The longest day was three days ago, so the nights are drawing in, but today is Midsummer's Day. Sadly, my neighbours' combined birthday street party looks set to be rained off! It would be insulting you to talk about Midsummer Night's Dream, which anyway I've always thought a hugely over-rated play, so I thought I'd take a look at two other books with a Midsummer connection.

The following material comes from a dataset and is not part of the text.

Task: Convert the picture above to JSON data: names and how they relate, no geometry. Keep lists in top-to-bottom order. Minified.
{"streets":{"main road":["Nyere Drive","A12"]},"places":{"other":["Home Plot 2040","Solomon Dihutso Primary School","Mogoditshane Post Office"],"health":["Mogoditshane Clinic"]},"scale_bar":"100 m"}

Kipling wrote Puck of Pook's Hill in 1906 and its sequel Rewards and Fairies in 1910. Two children, Una and Dan, quite accidentally "break the hills" and summon Puck to the present day by performing (a shortened version of) Shakespeare's play on Midsummer's Eve, three times, in a fairy ring, under Pook's Hill. Puck lets them see epsiodes from English history - especially with a local, Sussex, connection - by meeting people from all ages past:
"She is not any common Earth,
Water or wood or air,
But Merlin's Isle of Gramarye,
Where you and I will fare."
The stories are beautifully written, intense and imaginative, and extremely knowledgeable; they are written as for children, and they certainly appeal to children of all ages, but they are fine short stories for any audience - I read the first two stories last night again, wonderful, magical bedtime reading.
Please don't be put off by Kipling's imperialist baggage; that isn't a major feature of these stories at all, and the glory of the language, the pleasure of the history, and the humour and the clarity of perception of human behaviour will win you over immediately.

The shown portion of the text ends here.